While at Baylor I also had the opportunity to join Gordon Melton, the Godfather of New Religious Movement research in the US (who worked up the hall from me), on a trip to celebrate Halloween with Neopagans at Fort Hood. There was a prayer-circle type ritual where people passed around a drinking gourd; upon imbibing they would offer a few words of praise to their chosen deity and there would be a sort of call-and-response where everybody in the circle would chant “hail [the name of their deity].” They seemed pretty ecumenical about it, as some people’s chosen deity was Jesus. (They graciously allowed us to observe outside the circle.)

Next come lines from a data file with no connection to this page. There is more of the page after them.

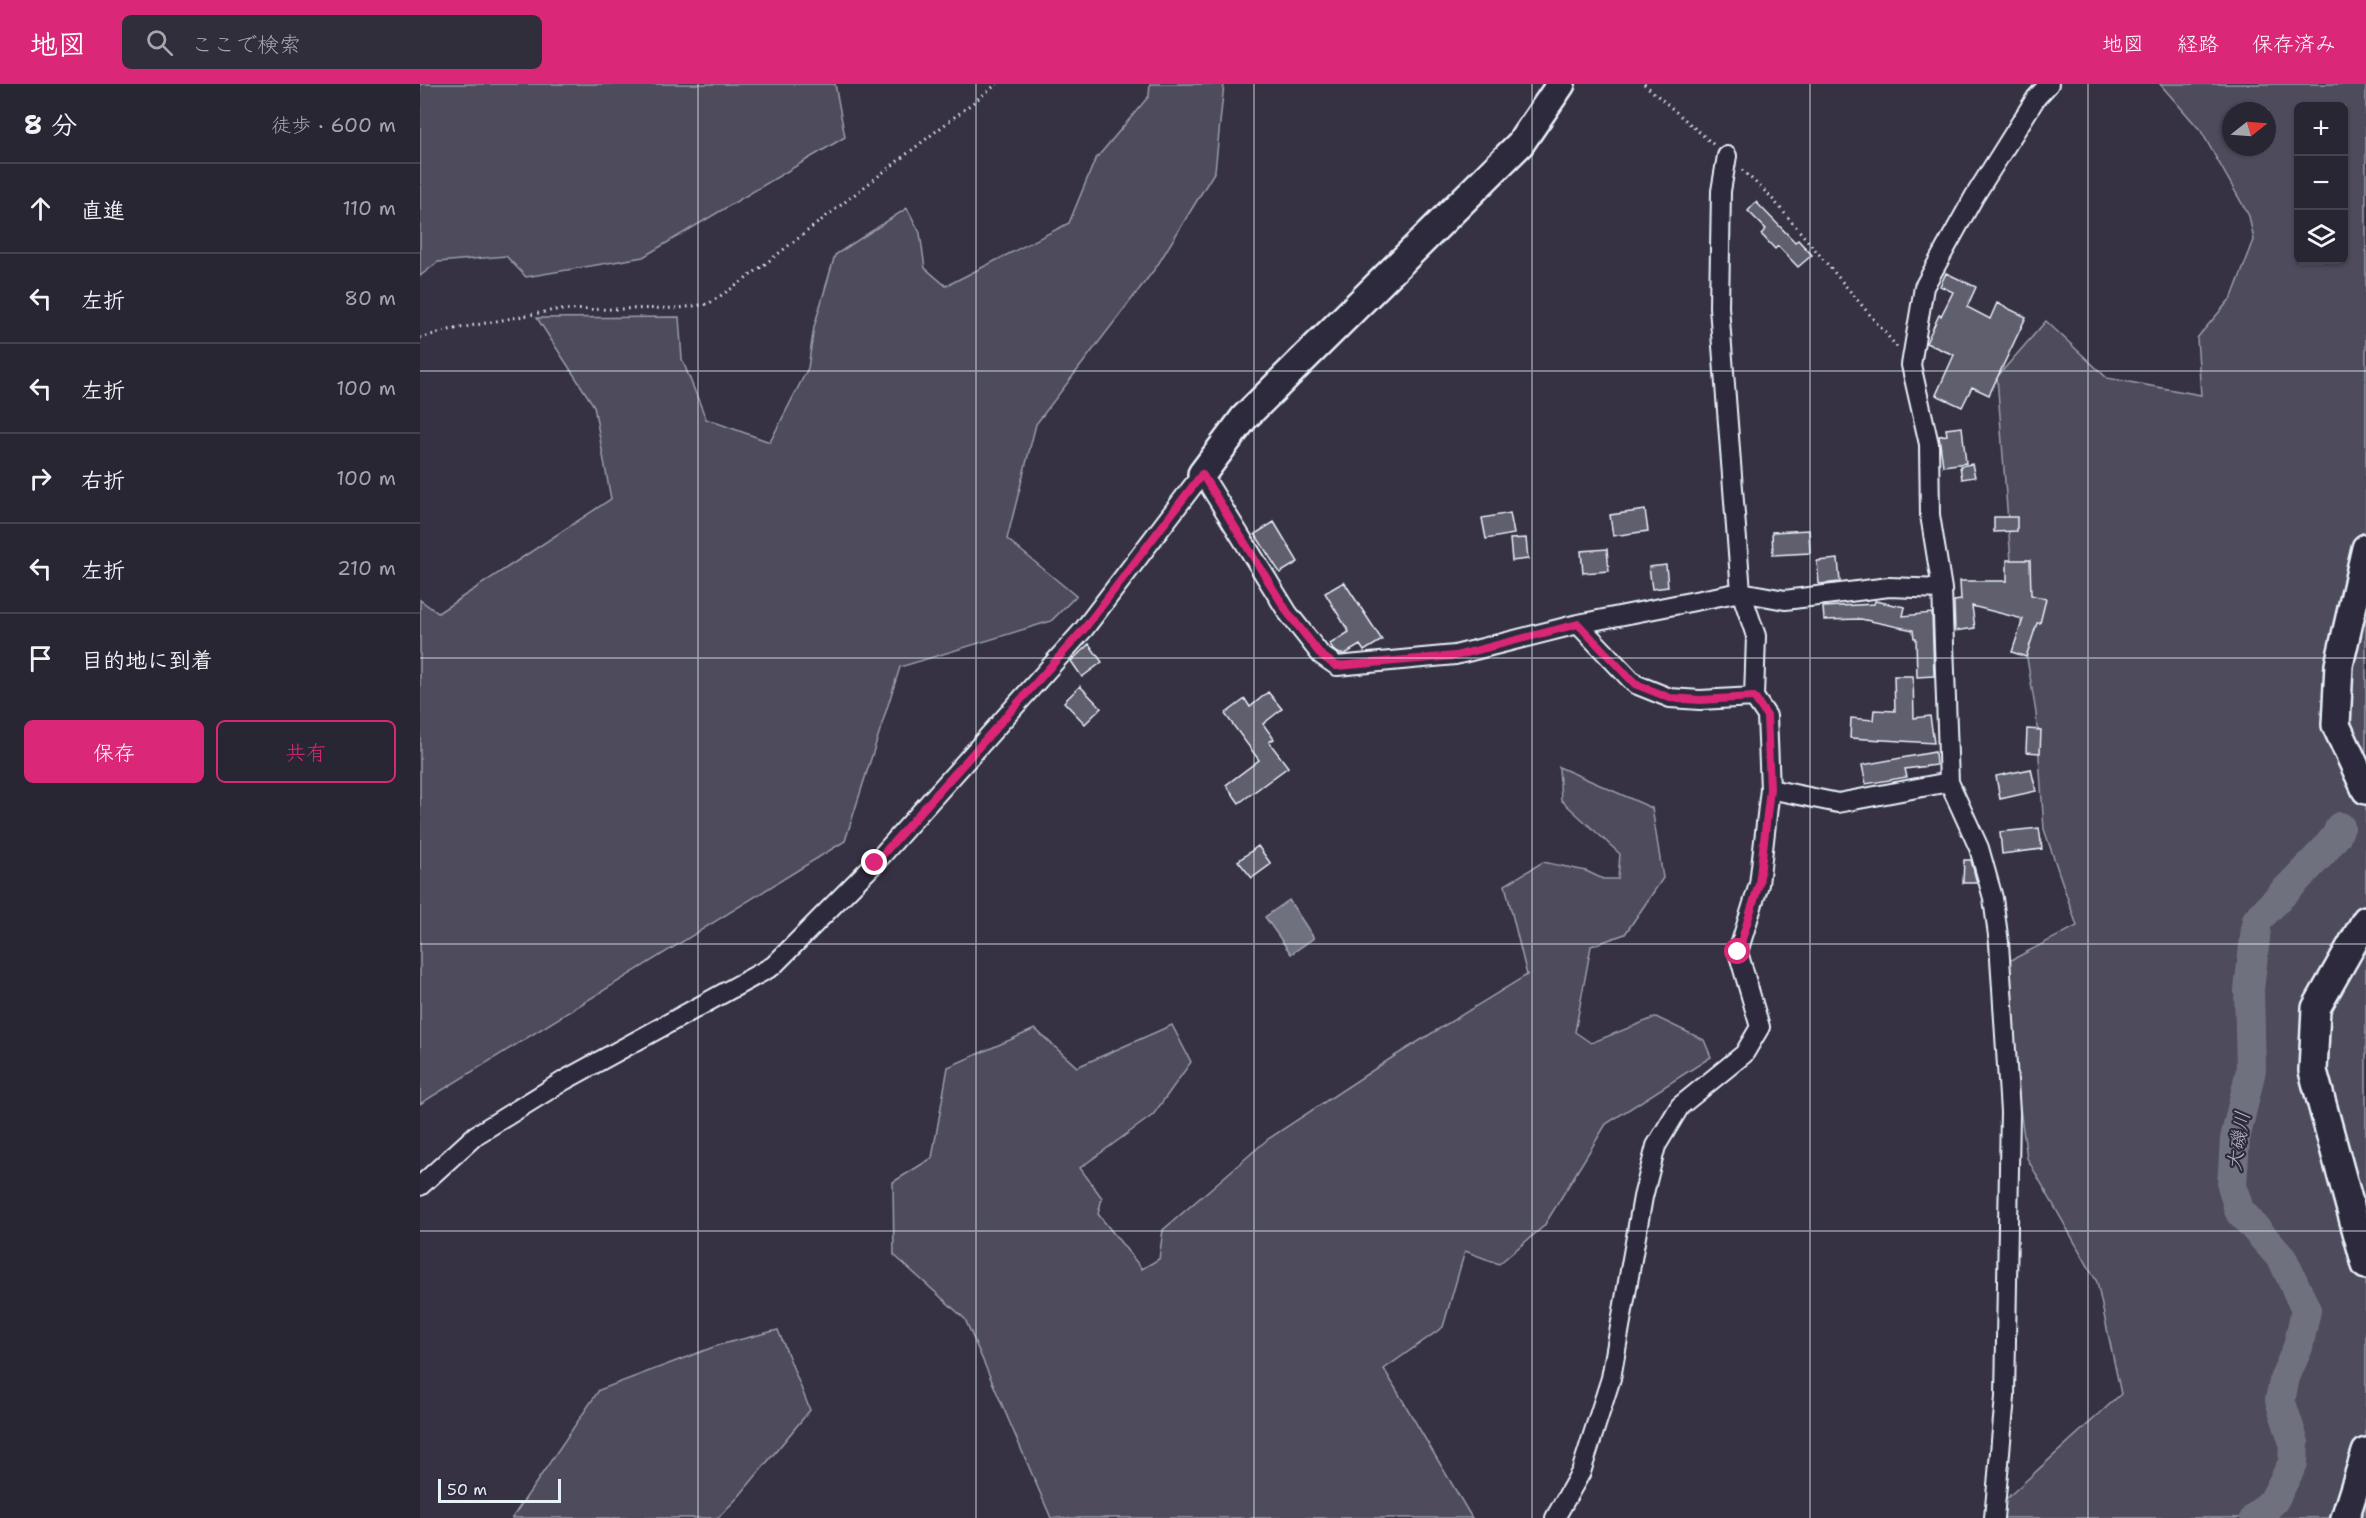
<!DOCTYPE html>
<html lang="ja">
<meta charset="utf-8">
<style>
body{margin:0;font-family:"Shantell Sans","Klee One",sans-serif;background:#302e3b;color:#f1f3f6}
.controls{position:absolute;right:18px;top:18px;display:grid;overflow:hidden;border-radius:9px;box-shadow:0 2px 4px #0004}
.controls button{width:54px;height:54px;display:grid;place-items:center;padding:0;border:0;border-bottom:2px solid #44434e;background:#282633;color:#f1f3f6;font:30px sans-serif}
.compass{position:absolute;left:1802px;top:18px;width:54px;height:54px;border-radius:50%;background:#282633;box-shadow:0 2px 4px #0004;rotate:73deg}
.scale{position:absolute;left:18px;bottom:15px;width:123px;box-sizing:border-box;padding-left:6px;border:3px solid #e8f1f8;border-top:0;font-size:16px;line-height:21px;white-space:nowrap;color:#e8f1f8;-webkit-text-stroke:4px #2f2a3d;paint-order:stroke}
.stop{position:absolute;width:18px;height:18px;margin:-14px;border:4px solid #db2777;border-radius:50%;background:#fff}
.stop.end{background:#db2777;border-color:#fff;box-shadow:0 2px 6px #0008}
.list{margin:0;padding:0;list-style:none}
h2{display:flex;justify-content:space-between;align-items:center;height:78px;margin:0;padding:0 24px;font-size:26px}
h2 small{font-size:20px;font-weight:400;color:#a5a5ac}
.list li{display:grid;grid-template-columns:39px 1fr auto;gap:18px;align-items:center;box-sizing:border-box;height:90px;padding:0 24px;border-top:2px solid #44434e}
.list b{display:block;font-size:22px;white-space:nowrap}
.list em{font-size:20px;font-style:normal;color:#a5a5ac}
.actions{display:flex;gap:12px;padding:18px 24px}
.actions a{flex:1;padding:14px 0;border:2px solid #db2777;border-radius:9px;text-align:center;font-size:21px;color:#db2777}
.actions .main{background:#db2777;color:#fff}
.icon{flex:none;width:33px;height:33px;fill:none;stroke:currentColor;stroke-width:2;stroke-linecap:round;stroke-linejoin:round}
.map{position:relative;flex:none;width:1946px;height:1434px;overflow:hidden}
header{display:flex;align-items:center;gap:36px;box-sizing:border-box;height:84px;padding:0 30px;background:#db2777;color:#fff}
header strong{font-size:28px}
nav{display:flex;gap:33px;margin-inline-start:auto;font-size:21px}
.search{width:420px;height:54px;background:#302e3b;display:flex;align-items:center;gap:15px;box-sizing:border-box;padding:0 21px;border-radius:9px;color:#a5a5ac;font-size:22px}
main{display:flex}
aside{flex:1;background:#282633}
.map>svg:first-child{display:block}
.green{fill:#4d4b5c;stroke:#9a9eaa;stroke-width:1.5;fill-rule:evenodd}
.water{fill:#70717f;stroke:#a0a4af;stroke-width:1.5}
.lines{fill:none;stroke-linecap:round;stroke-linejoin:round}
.river{stroke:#70717f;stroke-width:30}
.building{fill:#605e6e;stroke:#e8f1f8;stroke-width:1.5}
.street-casing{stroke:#e8f1f8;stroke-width:22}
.secondary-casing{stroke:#e8f1f8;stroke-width:32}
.path{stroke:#e8f1f8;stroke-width:3;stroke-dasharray:1.5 4.5;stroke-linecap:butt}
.street{stroke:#2f2a3d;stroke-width:18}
.secondary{stroke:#2f2a3d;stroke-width:27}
.route{stroke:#db2777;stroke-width:8}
.grid{fill:none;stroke:#e8f1f8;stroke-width:1.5;stroke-opacity:0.55}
.labels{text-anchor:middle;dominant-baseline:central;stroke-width:4.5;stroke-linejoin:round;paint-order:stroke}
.water-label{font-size:20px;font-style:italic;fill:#b2b7c2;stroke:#2f2a3d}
</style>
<header>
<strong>地図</strong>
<div class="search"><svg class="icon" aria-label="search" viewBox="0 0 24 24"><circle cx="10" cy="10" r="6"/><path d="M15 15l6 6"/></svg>ここで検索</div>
<nav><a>地図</a><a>経路</a><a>保存済み</a></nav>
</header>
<main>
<aside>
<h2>8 分<small>徒歩 · 600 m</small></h2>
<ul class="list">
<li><svg class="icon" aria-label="ahead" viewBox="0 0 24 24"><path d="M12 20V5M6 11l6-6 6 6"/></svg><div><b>直進</b></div><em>110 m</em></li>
<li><svg class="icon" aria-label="left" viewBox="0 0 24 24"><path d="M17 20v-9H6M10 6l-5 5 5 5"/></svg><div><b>左折</b></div><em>80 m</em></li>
<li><svg class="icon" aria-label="left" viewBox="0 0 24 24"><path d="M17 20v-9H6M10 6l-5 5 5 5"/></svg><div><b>左折</b></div><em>100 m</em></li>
<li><svg class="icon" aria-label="right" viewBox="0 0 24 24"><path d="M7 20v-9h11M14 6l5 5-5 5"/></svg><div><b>右折</b></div><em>100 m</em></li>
<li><svg class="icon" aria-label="left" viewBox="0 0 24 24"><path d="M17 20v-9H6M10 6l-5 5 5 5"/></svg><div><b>左折</b></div><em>210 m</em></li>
<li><svg class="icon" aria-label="arrive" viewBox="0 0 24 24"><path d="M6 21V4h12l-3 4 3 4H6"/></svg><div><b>目的地に到着</b></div></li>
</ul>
<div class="actions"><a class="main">保存</a><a>共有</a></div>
</aside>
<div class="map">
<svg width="1946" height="1434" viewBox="0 0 1946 1434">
<rect width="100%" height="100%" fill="#363244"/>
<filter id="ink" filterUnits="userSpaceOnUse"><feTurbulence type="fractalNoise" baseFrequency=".0167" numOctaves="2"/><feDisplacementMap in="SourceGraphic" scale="12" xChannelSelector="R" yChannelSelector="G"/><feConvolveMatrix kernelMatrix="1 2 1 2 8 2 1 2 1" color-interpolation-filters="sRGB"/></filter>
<g filter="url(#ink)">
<path class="green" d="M0,0H415L425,53L223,173L106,193L86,172L18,178L0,192Z
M730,0H804L795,87L737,182L616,340L587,455L656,512L631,537L480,583L425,757L0,1020V516L18,529L191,415L174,322L117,234L259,233L262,275L286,335L350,358L388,284L394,243L415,171L487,124L500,149L505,184L526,202L649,139L675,76L729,12Z
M1740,0H1946V1434H1575V1425L1701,1310L1677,1198L1607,1074L1580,882L1657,842L1624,745L1616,629L1591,477L1577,293L1626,237L1687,294L1781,311L1777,254L1812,213L1834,156L1829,132L1781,47ZM1878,22H1924V176H1878ZM1811,27H1847V63H1811Z
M1139,683L1232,724L1243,794L1205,850L1171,862L1155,948L1171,959L1236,933L1284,956L1291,973L1186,1040L1124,1142L1079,1180L1045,1167L1023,1243L964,1285L1052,1434H631L545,1235L474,1171L473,1098L512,1074L528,983L615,945L657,983L752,941L771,978L733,1031L660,1084L682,1114L678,1130L722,1185L739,1175L743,1146L848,1055L973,973L1107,891L1085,801L1123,778L1166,787L1183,795H1198L1200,770L1141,716Z
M358,1246L390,1326L320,1411L298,1434H92L179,1306L299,1261Z"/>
<path class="water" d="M869,816L894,854L871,870L845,833Z"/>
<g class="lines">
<path class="river" d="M1835,1434L1854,1416L1873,1379L1874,1359L1860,1316L1865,1293L1878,1263L1886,1226L1863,1176L1819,1126L1812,1101L1815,1055L1831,986L1829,906L1837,836L1904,767L1916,752L1920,743"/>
</g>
<path class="building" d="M1336,118L1375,158L1378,156L1392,171L1378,183L1358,162L1355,165L1341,150L1346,145L1328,127Z
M1526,189L1556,203L1547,223L1570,235L1577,219L1606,233L1569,311L1552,303L1542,323L1516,311L1534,271L1506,259L1519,231L1521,232L1533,208L1520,202Z
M1542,343L1546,379L1523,382L1519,352L1527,351L1526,345Z
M1552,380L1555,393L1542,395L1540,382Z
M1225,426L1228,447L1193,452L1190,431Z
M1090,429L1094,450L1066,455L1062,434Z
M1574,433H1597V447L1574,448Z
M854,438L878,478L860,489L835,450Z
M1389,446L1390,469L1353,471L1352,448Z
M1106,454L1108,475L1092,477L1090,455Z
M1187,465L1189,487L1163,489L1161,467Z
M1418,475L1420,498L1399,500L1397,477Z
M1587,476H1610L1611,511L1626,515L1620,539H1617L1606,573L1592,568L1603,535L1552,522L1555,544L1535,547L1534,517L1541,516L1540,497H1587Z
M1246,481L1248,503L1232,505L1229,483Z
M924,498L962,556L944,567L940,561L925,570H920L913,566L910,560L929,548L905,509Z
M1455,517L1485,523L1483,532L1512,529L1514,592L1497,593L1496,554H1494L1493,546L1441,535L1404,536L1403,523L1454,520Z
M669,560L682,578L662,593L651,577Z
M1474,592H1493L1494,634L1510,632L1514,659L1430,654L1431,634L1453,636L1454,626L1475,627Z
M660,602L681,624L665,640L644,618Z
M848,608L862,625L843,640L854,655L849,658L868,683L819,719L806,701L839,676L805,630L825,615L830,623Z
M1607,645L1621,646L1620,669L1606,668Z
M1515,668L1516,681L1485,685L1487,693L1446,700L1442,681Z
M1611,685L1616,707L1580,715L1576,692Z
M1619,744L1622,765L1582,770L1580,748Z
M838,762L851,780L832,794L818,777Z
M1544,776H1551L1557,799H1543Z"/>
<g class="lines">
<defs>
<path id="street" d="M1158,540L1215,600L1250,614L1280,616L1334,613
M1350,705L1418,719L1529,698
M0,1102L56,1051L145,996L353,882L455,779L664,545L782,390L868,529L901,571L917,582L1035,571L1158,540L1321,508L1365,516L1469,503L1522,505
M1135,1434L1161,1388L1191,1294L1223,1113L1236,1062L1260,1022L1324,970L1340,943L1318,868L1339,800L1350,705L1347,632L1334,613L1336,552L1321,508L1299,223L1301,107L1307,72
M1574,1434L1585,1313L1590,1028L1579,859L1573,814L1559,764L1529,698L1522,505L1510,431L1509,360L1491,281L1504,203L1554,113L1616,14L1629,0"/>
<path id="secondary" d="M782,390L824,334L1100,60L1141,0
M1946,464L1919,581L1916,641L1946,706
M1946,836L1896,924L1893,987L1946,1181
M1925,1434L1946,1368"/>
</defs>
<use href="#street" class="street-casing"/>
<use href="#secondary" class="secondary-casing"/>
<path class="path" d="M1224,0L1294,61
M1322,86L1350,112L1477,263
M0,254L29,246L135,226L259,224L288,220L323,197L577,0"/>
<use href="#street" class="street"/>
<use href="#secondary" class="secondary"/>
</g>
</g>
<g class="lines" filter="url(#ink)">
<path class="route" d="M455,779L664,545L782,390L868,529L901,571L916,582L1035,572L1158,540L1215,600L1250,614L1280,616L1334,613L1347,632L1350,705L1339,800L1318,868"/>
</g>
<path class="grid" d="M278,0V1434M556,0V1434M834,0V1434M1112,0V1434M1390,0V1434M1668,0V1434M0,287H1946M0,574H1946M0,860H1946M0,1147H1946"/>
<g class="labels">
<g class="water-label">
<text transform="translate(1818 1057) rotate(-81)">大磯川</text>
</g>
</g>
</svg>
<div class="controls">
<button>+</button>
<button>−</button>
<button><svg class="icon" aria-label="layers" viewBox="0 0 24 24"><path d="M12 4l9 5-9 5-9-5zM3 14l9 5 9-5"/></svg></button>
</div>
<svg class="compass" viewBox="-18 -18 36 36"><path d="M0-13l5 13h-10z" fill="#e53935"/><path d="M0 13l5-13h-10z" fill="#a5a5ac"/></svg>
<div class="scale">50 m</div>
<div class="stop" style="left:1318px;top:868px"></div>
<div class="stop end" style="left:455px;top:779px"></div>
</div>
</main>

When we moved to DC and our kids were old enough (we thought) we took them on the tour of the Catholic National Basilica. However, after turning my back on him for a moment one of my younger ones stole away to one of the chapels and horrifyingly started trying to climb up onto one of the altars. Once again, make sure your children are old enough to understand the concept of reverence and sacredness around people’s beliefs (even if they don’t understand the concept during our sacrament meetings).
Finally, I have had the opportunity to take my children to the National Mosque a number of times. While they were old enough at this point to be well-behaved, the first time I took them it was the morning of the Christchurch shootings (it was morning for us, with the time change I’m not sure how long it was after the actual shootings). I was vaguely aware that something had happened but I wasn’t expecting the Mosque to be packed and surrounded by cameras. It might not have been the right decision, but it had been quite an effort to get there with DC traffic being what it is, so I thought it would be okay if my very not Muslim-looking family slipped in for a moment. I think we pulled it off without drawing attention to ourselves or in any way disrupting what was clearly a moment of mourning for that community, but we were still approached by several reporters on our way out, who I brushed off when I made it clear that we had been planning to visit for a while and were only vaguely aware of what had happened. We have been back several times, and the National Mosque is used to respectful outsiders, so it is highly recommended for a Washington DC trip itinerary.
Other services I would like to attend at some point:
A synagogue service: This is one I’d like to do with a Jewish associate. We have several Jewish friends in the area but we haven’t imposed on them yet about this.
Buddhist temple: I’ve tried doing my background research on this, but I’m still not sure I wouldn’t look like a gawking idiot if I visited.
Hindu temple: Ditto.
American as apple pie Protestant service: Ironically I’ve still never been to one of these. I kind of want to experience a small town rural church service “where everybody knows your name” before they’re gone, as well as a megachurch service since those are the shiny new things in US Christianity.